3.2.1 Innoslab amplification technique

When adopting solid rod Master Oscillator Power-Amplifier (MOPA) technique, the amplification system usually has multiple passes, such as single-stage multi-pass, multi-stage single-pass and multi-stage multi-pass. The spot radius changes little as the seed laser power is continuously amplified, leading to the increase of peak power density. High laser peak power density is easy to cause damage to the optical components. In the system of the LD partially end-pumped laser amplification hybrid cavity (i. e. Innoslab laser), the seed laser passes back and forth through the slatted amplification gain medium. When the laser energy is amplified, the laser spot is also enlarged, so that the peak power density of the laser in the amplification process will not be too high to cause damage to the optical components. Therefore high-energy laser output can be generated from a laser source with high repetition frequency and low energy by using Innoslab technique via the design of reasonable structure.

In 2017, researchers used Innoslab technique to obtain laser output with repetition rate of 5 kHz, single pulse energy of 25 mJ, and pulse width of 3 ns.

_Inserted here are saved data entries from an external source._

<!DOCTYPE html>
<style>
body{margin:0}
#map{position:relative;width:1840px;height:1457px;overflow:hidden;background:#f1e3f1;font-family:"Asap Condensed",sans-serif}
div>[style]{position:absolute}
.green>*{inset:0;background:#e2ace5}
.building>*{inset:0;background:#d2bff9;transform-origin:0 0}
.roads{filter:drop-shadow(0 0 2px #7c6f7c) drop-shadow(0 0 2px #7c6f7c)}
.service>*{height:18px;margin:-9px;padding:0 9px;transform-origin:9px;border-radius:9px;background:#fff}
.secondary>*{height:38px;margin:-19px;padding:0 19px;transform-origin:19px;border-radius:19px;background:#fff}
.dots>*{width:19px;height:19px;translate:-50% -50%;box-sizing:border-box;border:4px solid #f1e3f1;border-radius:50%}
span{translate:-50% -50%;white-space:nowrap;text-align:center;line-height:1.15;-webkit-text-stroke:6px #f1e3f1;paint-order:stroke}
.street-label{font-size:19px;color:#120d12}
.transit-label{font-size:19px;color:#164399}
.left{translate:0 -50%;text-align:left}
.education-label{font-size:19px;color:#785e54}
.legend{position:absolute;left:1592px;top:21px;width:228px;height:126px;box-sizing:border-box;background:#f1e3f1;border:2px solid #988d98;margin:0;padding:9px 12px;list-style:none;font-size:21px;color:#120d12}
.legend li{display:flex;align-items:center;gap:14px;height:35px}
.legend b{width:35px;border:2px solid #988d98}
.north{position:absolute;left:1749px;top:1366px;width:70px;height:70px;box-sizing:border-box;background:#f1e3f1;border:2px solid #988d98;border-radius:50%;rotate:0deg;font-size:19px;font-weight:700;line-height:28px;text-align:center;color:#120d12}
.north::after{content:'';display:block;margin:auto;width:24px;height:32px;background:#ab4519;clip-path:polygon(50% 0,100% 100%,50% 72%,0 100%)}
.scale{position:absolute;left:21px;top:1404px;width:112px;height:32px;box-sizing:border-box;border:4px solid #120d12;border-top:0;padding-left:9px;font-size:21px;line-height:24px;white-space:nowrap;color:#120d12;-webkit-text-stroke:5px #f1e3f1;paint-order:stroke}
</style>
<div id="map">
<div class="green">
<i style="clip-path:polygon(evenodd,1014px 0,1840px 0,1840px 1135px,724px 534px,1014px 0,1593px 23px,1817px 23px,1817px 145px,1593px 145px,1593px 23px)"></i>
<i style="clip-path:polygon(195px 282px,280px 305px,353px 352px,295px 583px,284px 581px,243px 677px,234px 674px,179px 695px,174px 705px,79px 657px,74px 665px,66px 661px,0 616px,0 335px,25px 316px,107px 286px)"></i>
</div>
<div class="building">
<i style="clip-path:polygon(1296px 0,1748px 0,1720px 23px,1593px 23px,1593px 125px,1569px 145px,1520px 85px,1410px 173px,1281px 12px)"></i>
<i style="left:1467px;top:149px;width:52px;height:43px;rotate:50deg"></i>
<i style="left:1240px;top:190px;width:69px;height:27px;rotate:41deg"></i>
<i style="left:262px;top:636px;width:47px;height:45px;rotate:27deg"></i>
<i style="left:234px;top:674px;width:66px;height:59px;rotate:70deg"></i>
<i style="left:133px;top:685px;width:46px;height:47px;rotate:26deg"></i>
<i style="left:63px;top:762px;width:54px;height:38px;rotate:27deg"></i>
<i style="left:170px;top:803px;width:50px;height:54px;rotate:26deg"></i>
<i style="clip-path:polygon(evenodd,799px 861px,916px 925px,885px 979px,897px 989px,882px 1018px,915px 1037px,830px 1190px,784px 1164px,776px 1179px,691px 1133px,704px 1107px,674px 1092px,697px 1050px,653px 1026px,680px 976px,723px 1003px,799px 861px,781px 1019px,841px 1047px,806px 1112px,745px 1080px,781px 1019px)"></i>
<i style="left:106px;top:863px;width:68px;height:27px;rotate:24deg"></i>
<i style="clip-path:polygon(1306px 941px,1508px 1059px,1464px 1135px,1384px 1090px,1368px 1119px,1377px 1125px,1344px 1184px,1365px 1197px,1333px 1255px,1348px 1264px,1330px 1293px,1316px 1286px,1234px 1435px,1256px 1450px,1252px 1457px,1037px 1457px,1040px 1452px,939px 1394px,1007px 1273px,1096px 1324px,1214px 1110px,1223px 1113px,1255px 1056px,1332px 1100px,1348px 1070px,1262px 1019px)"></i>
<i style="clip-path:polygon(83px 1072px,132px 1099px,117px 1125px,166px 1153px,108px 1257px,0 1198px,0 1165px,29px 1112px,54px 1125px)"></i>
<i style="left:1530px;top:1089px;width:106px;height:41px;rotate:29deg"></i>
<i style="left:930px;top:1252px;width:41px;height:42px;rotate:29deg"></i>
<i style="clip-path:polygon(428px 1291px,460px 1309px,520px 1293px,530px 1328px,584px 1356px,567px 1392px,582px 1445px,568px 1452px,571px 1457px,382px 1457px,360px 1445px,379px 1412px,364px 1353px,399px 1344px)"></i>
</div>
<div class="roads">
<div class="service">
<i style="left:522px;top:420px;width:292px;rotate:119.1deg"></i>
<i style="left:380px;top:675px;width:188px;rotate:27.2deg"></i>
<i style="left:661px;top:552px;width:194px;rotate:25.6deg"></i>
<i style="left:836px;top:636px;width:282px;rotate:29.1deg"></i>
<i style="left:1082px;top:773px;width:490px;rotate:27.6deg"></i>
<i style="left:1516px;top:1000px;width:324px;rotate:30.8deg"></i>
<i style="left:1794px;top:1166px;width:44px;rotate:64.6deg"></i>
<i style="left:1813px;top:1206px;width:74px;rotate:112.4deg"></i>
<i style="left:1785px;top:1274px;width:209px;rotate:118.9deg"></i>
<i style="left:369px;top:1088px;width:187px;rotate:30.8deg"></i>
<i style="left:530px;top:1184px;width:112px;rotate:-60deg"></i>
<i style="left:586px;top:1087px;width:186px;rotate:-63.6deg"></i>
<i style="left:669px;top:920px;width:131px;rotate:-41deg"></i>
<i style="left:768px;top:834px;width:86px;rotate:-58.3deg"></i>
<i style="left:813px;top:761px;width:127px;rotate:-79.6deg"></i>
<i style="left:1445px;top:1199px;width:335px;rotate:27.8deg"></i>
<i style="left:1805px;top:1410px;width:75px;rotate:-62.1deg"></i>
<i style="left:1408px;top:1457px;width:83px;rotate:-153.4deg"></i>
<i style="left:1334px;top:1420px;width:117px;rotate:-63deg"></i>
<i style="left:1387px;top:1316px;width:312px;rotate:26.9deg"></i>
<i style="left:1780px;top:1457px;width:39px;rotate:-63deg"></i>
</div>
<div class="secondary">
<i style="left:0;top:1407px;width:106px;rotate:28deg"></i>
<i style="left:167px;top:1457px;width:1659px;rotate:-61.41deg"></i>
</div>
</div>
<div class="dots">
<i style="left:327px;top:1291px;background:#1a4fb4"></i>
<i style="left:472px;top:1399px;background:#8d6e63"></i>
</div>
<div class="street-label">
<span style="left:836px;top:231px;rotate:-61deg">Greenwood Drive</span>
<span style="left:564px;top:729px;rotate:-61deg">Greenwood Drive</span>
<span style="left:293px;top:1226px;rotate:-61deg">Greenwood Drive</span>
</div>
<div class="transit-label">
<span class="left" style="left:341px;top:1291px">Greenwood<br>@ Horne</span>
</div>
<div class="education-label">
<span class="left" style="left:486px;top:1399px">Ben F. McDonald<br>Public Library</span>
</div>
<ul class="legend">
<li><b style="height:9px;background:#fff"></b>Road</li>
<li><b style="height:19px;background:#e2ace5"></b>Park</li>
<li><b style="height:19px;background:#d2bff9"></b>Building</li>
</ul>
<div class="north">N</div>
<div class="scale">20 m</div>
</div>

The seed source was an electro-optic Q-switched Nd:YVO₄ (wisoptic.com) laser with repetition rate of 5 kHz and single pulse energy of 0.3 mJ. The amplification stage uses a 40×14×1 mm³ Nd:YAG (wisoptic.com) slab with Nd-doping concentration of 0.6%. The seed laser was amplified by 12 passes to give laser beam with single pulse energy of 25 mJ and out power of 125 W. A schematic diagram of the Innoslab amplifier is shown in the figure bellow.

In 2020, a research team reported a Innoslab laser with repetition rate of 100 kHz, single pulse energy of 400 μJ, and average power of 40 W. The seed source was still an electro-optic Q-switched Nd:YVO₄ laser with an Innoslab amplifier. The gain medium of the amplification stage is a Nd:YAG slab with doping ratio of 0.6%, and size of 40×14×1.4 mm³. The seed light undergoes seven-pass amplification, and finally gives laser output with repetition frequency of 100 kHz,  single pulse energy of 2.1 mJ, and output power of 210 W.

To sum up, the electro-optic Q-switched laser is capable to give output with high repetition frequency and high energy, mainly by increasing the amount of gain media in the oscillator, or by using the MOPA technique outside the oscillator. The double-rod serial connection structure can effectively reduce the thermal effect in the laser crystal and improve the pulse energy. On this basis, by adopting in-band direct pumping and double-rod design with bonded crystal, the heat load of the gain medium will be further reduced, and high-energy laser output will be obtained consequently. The MOPA technique is an effective approach to obtain high-energy laser output, and the solid rod amplification technique is a classic pattern of the MOPA progress. In order to prevent the damage of the optical components caused by the high peak power density of the amplified laser, the solid slab amplification technique came into being, which further increased the output energy of the laser.